***** AVAILABLE DATA *****

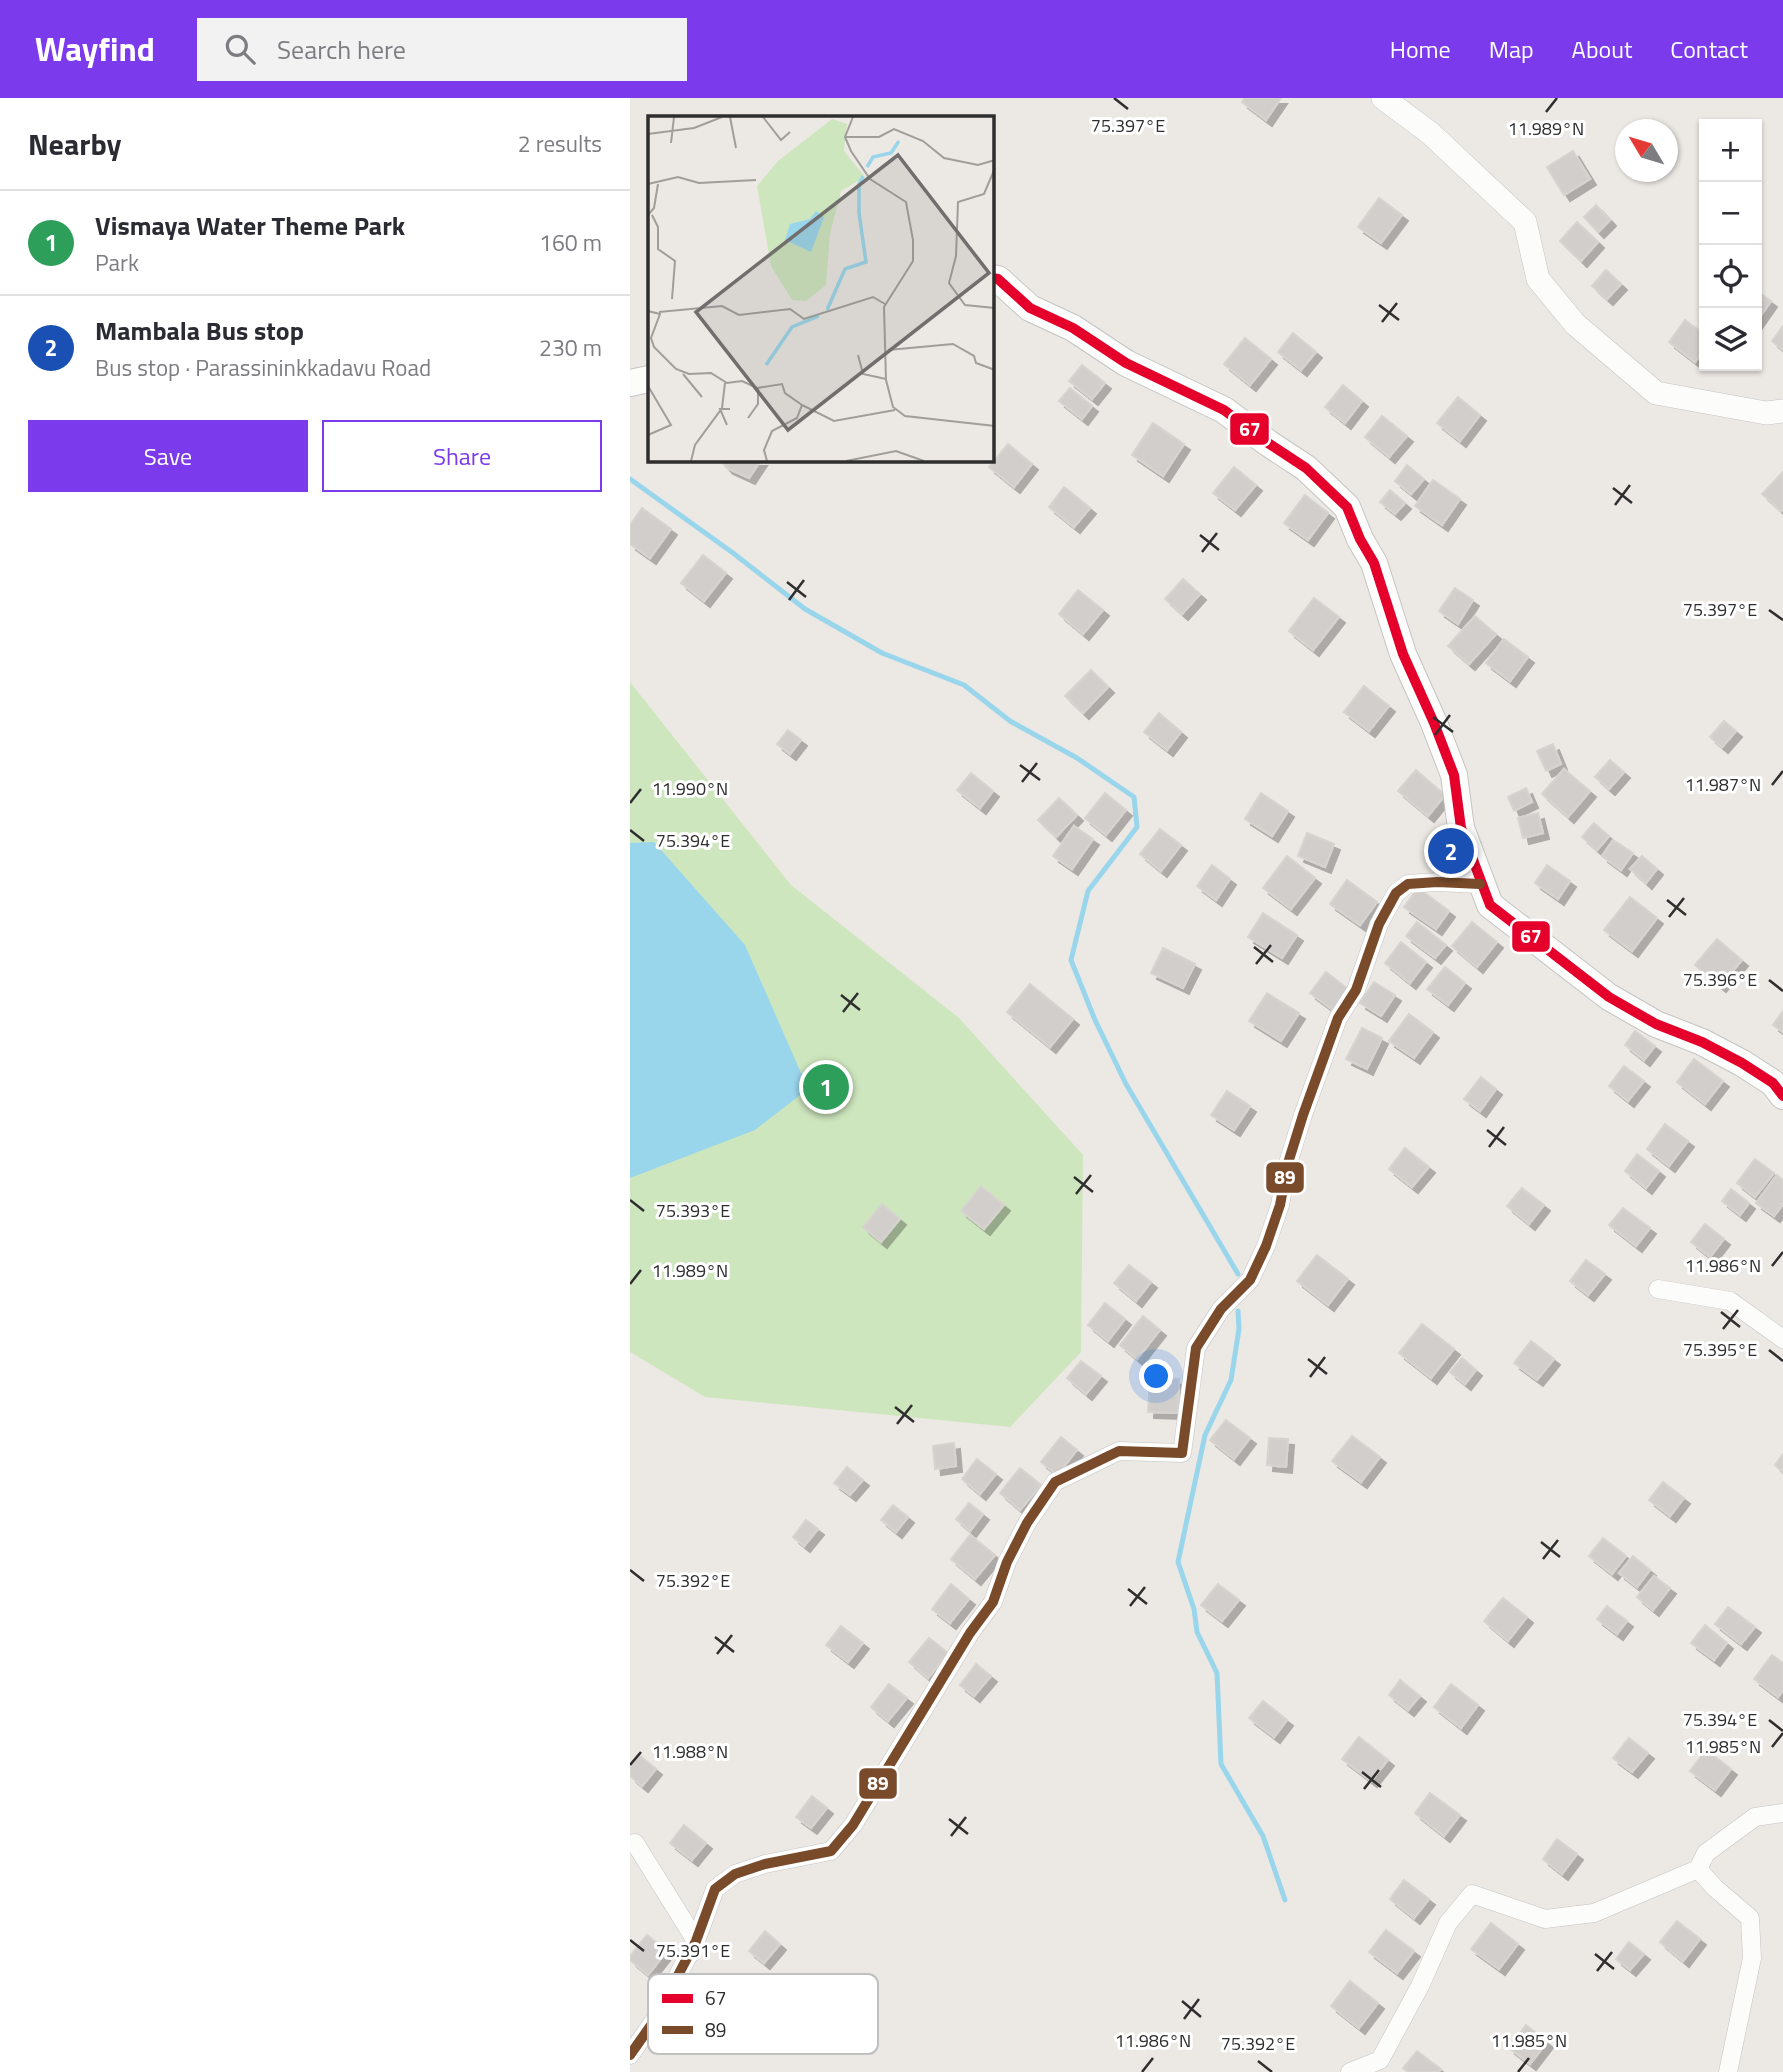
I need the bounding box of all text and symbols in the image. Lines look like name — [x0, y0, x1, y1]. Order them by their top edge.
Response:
search box — [197, 18, 687, 81]
text: Wayfind — [35, 24, 155, 74]
icon: search — [221, 30, 259, 68]
text: Search here — [277, 30, 406, 69]
text: Home — [1390, 31, 1451, 67]
text: Map — [1489, 31, 1534, 67]
text: About — [1572, 31, 1632, 67]
text: Contact — [1670, 31, 1748, 67]
text: 75.397°E — [1091, 112, 1165, 139]
text: 11.989°N — [1508, 115, 1584, 142]
inset map — [648, 116, 994, 462]
north arrow — [1615, 119, 1678, 182]
map controls — [1699, 119, 1762, 371]
button: + — [1699, 119, 1762, 182]
text: Nearby — [28, 121, 121, 167]
text: 2 results — [518, 126, 602, 161]
button: − — [1699, 182, 1762, 245]
text: Vismaya Water Theme Park — [95, 206, 405, 245]
text: 1 — [45, 225, 57, 260]
text: 160 m — [539, 225, 602, 260]
text: Park — [95, 245, 139, 280]
button: locate — [1699, 245, 1762, 308]
button: layers — [1699, 308, 1762, 371]
text: Mambala Bus stop — [95, 311, 304, 350]
text: 2 — [45, 330, 57, 365]
text: 230 m — [539, 330, 602, 365]
text: Bus stop · Parassininkkadavu Road — [95, 350, 431, 385]
line badge: 67 — [1229, 412, 1270, 446]
text: 67 — [1239, 414, 1261, 443]
button: Save — [28, 420, 308, 492]
button: Share — [322, 420, 602, 492]
text: 75.397°E — [1683, 596, 1757, 623]
text: 11.987°N — [1685, 771, 1761, 798]
text: 11.990°N — [652, 775, 728, 802]
pin: 2 — [1428, 825, 1474, 877]
text: 75.394°E — [656, 827, 730, 854]
line badge: 67 — [1511, 920, 1551, 953]
text: 67 — [1520, 921, 1542, 950]
text: 75.396°E — [1683, 966, 1757, 993]
pin: 1 — [803, 1061, 849, 1113]
line badge: 89 — [1265, 1161, 1305, 1194]
text: 89 — [1274, 1162, 1296, 1191]
text: 75.393°E — [656, 1197, 730, 1224]
text: 11.986°N — [1685, 1252, 1761, 1279]
text: 11.989°N — [652, 1257, 728, 1284]
text: 75.395°E — [1683, 1336, 1757, 1363]
your location — [1139, 1359, 1173, 1393]
text: 75.392°E — [656, 1567, 730, 1594]
text: 75.394°E — [1683, 1706, 1757, 1733]
text: 11.985°N — [1685, 1733, 1761, 1760]
text: 11.988°N — [652, 1738, 728, 1765]
line badge: 89 — [858, 1767, 898, 1800]
text: 89 — [867, 1768, 889, 1797]
text: 75.391°E — [656, 1937, 730, 1964]
legend — [648, 1974, 878, 2054]
text: 67 — [705, 1983, 726, 2012]
text: 89 — [705, 2015, 726, 2044]
text: 11.986°N — [1115, 2027, 1191, 2054]
text: 11.985°N — [1491, 2027, 1567, 2054]
text: 75.392°E — [1221, 2030, 1295, 2057]

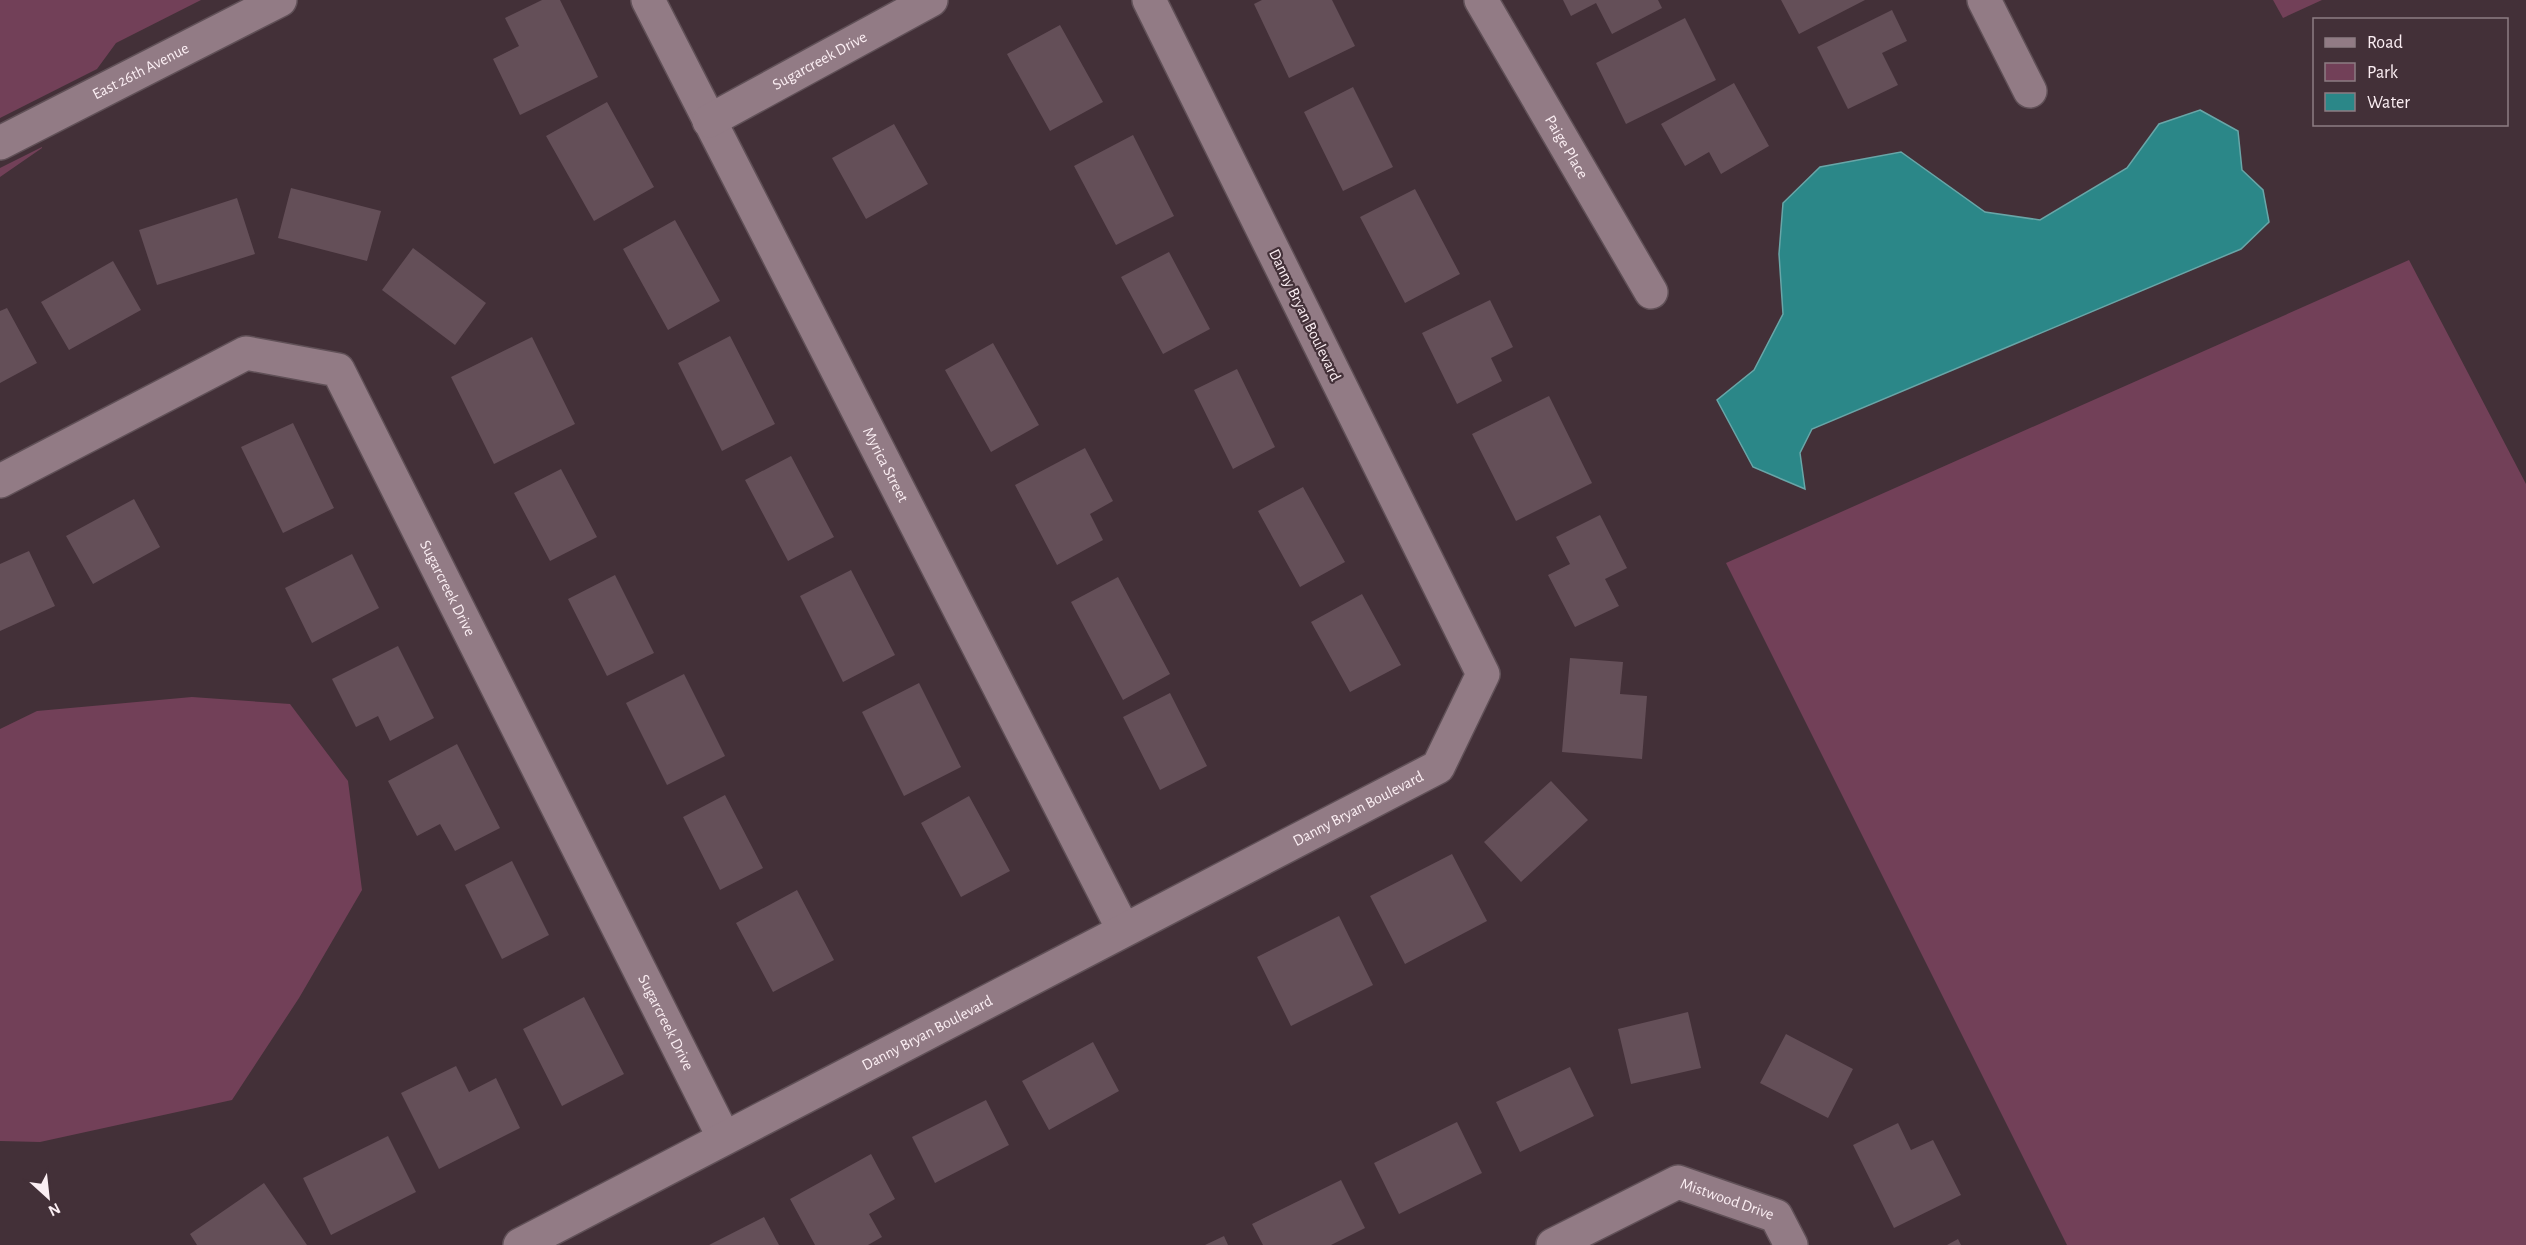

*****

» YOUR OBJECTIVE
When you transcribe the entries, reproduce each line exactly and skip any picture.

» REPLY
I need the bounding box of all text and symbols in the image. Lines look like name — [x0, y0, x1, y1]. Order them by their top edge.
Response:
search box — [197, 18, 687, 81]
text: Wayfind — [35, 24, 155, 74]
icon: search — [221, 30, 259, 68]
text: Search here — [277, 30, 406, 69]
text: Home — [1390, 31, 1451, 67]
text: Map — [1489, 31, 1534, 67]
text: About — [1572, 31, 1632, 67]
text: Contact — [1670, 31, 1748, 67]
text: 75.397°E — [1091, 112, 1165, 139]
text: 11.989°N — [1508, 115, 1584, 142]
inset map — [648, 116, 994, 462]
north arrow — [1615, 119, 1678, 182]
map controls — [1699, 119, 1762, 371]
button: + — [1699, 119, 1762, 182]
text: Nearby — [28, 121, 121, 167]
text: 2 results — [518, 126, 602, 161]
button: − — [1699, 182, 1762, 245]
text: Vismaya Water Theme Park — [95, 206, 405, 245]
text: 1 — [45, 225, 57, 260]
text: 160 m — [539, 225, 602, 260]
text: Park — [95, 245, 139, 280]
button: locate — [1699, 245, 1762, 308]
button: layers — [1699, 308, 1762, 371]
text: Mambala Bus stop — [95, 311, 304, 350]
text: 2 — [45, 330, 57, 365]
text: 230 m — [539, 330, 602, 365]
text: Bus stop · Parassininkkadavu Road — [95, 350, 431, 385]
line badge: 67 — [1229, 412, 1270, 446]
text: 67 — [1239, 414, 1261, 443]
button: Save — [28, 420, 308, 492]
button: Share — [322, 420, 602, 492]
text: 75.397°E — [1683, 596, 1757, 623]
text: 11.987°N — [1685, 771, 1761, 798]
text: 11.990°N — [652, 775, 728, 802]
pin: 2 — [1428, 825, 1474, 877]
text: 75.394°E — [656, 827, 730, 854]
line badge: 67 — [1511, 920, 1551, 953]
text: 67 — [1520, 921, 1542, 950]
text: 75.396°E — [1683, 966, 1757, 993]
pin: 1 — [803, 1061, 849, 1113]
line badge: 89 — [1265, 1161, 1305, 1194]
text: 89 — [1274, 1162, 1296, 1191]
text: 75.393°E — [656, 1197, 730, 1224]
text: 11.986°N — [1685, 1252, 1761, 1279]
text: 11.989°N — [652, 1257, 728, 1284]
text: 75.395°E — [1683, 1336, 1757, 1363]
your location — [1139, 1359, 1173, 1393]
text: 75.392°E — [656, 1567, 730, 1594]
text: 75.394°E — [1683, 1706, 1757, 1733]
text: 11.985°N — [1685, 1733, 1761, 1760]
text: 11.988°N — [652, 1738, 728, 1765]
line badge: 89 — [858, 1767, 898, 1800]
text: 89 — [867, 1768, 889, 1797]
text: 75.391°E — [656, 1937, 730, 1964]
legend — [648, 1974, 878, 2054]
text: 67 — [705, 1983, 726, 2012]
text: 89 — [705, 2015, 726, 2044]
text: 11.986°N — [1115, 2027, 1191, 2054]
text: 11.985°N — [1491, 2027, 1567, 2054]
text: 75.392°E — [1221, 2030, 1295, 2057]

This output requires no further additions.